I’ve got an assignment from my CS professor:

Find, in O(logn) time, if in a given pre-sorted array of distinct integers there is an index i so that array[i] = i. Prove that the time is O(logn).

Update: Integers can be negative, 0 or positive.

Alright, So I have struggled a bit with this. My idea is this:

Using binary search, we can only be certain that there is no such value to the left of the middle element if array[mid] <= startindex, where mid is index of middle element, and startindex is the start of the array.

Corresponding rule for the right half of an array is that array[mid] >= startindex + numel, where variables as above and numel is the number of elements right of mid.

This doesn’t seem like O(logn), since in the worst case I have to iterate through the whole thing, right? Can someone tip me in the right direction here, or tell me this works?

Any ideas how I could formally prove this?
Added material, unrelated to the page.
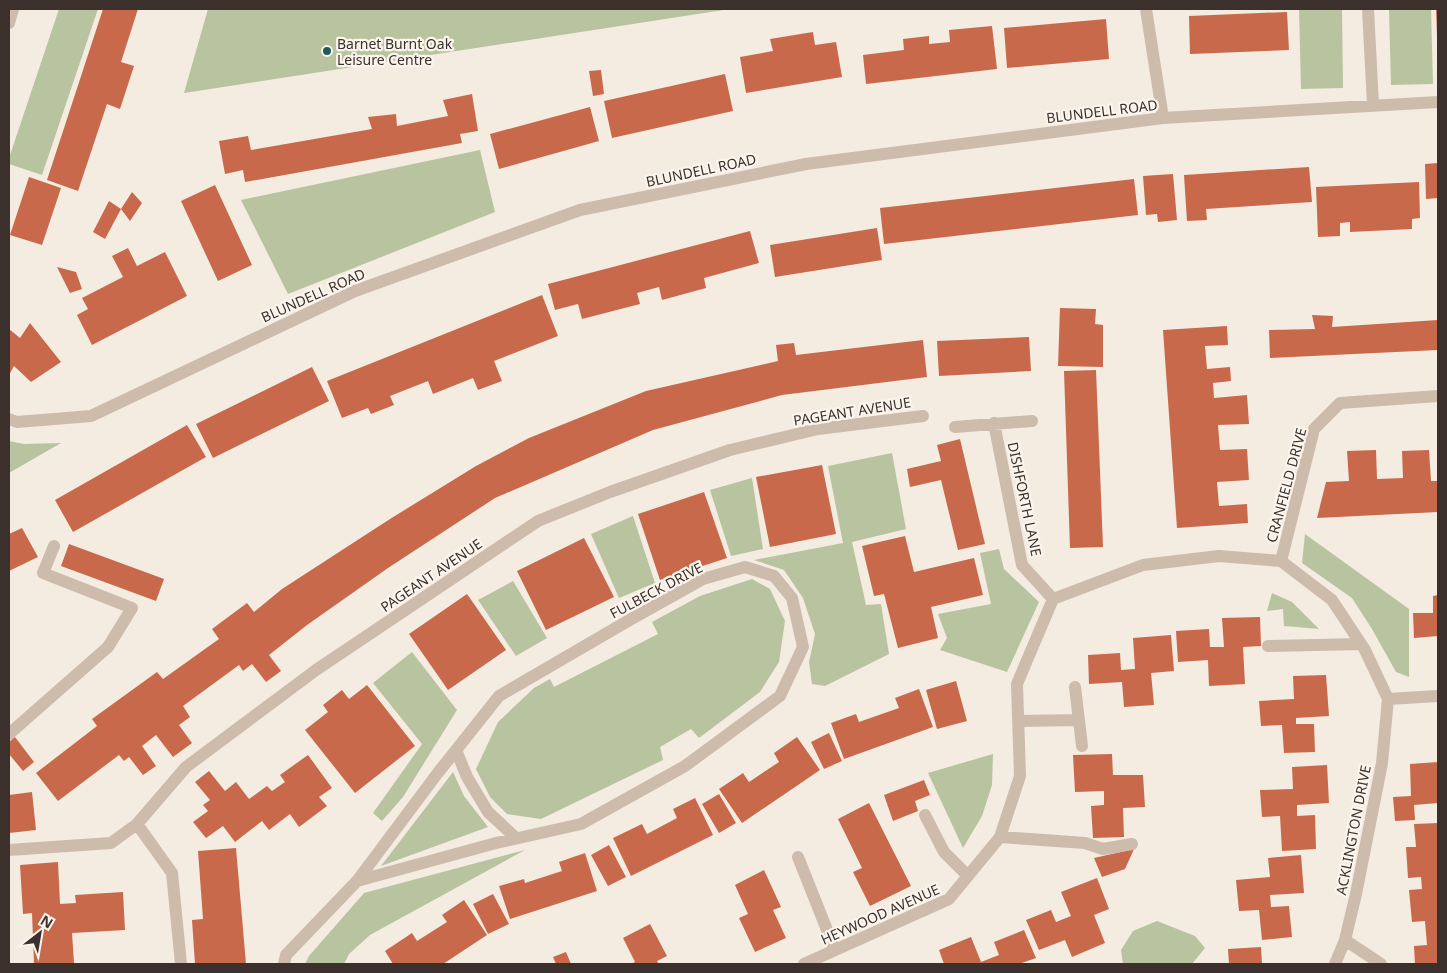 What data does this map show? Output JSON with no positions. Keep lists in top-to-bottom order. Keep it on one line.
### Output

I’m not asking for a definite answer, more some help to make me understand.

In C:

int _solve_prob_int(int depth, int start, int count, int input[])
    {
    if(count == 0)
        return 0;
    int mid = start + ((count - 1) / 2);
    if(input[mid] == mid)
        return 1;

    if(input[mid] <= start && input[mid] >= start + count)
        return 0;

    int n_sub_elleft = (int)(count - 1) / 2;
    int n_sub_elright = (int)(count) / 2;

    if(input[mid] <= start)
        return _solve_prob_int(depth + 1, mid + 1, n_sub_elright, input);

    if(input[mid] >= start + count)
        return _solve_prob_int(depth + 1, mid - n_sub_elleft, n_sub_elleft, input);

    return _solve_prob_int(depth + 1, mid - n_sub_elleft, n_sub_elleft, input) ||
            _solve_prob_int(depth + 1, mid + 1, n_sub_elright, input);
    }

A test case:

Sorted args: 1 2 3 4 5 6 7 8 9 10 11 12 : 
Start: 0, count: 12, mid: 5 value: 6
    Start: 0, count: 5, mid: 2 value: 3
        Start: 0, count: 2, mid: 0 value: 1
            Start: 1, count: 1, mid: 1 value: 2
        Start: 3, count: 2, mid: 3 value: 4
            Start: 4, count: 1, mid: 4 value: 5
    Start: 6, count: 6, mid: 8 value: 9
        Start: 6, count: 2, mid: 6 value: 7
            Start: 7, count: 1, mid: 7 value: 8
        Start: 9, count: 3, mid: 10 value: 11
            Start: 9, count: 1, mid: 9 value: 10
            Start: 11, count: 1, mid: 11 value: 12

The above is my program run with some output according to how it searched. With a list from 1 – 12 it pivots around index 5, determines that there could be a value between 0-4 at indexes 0-4. It also determines that there could be a value between 6-11 at indexes 6-11. Thus, I proceed to search them both. Is this wrong?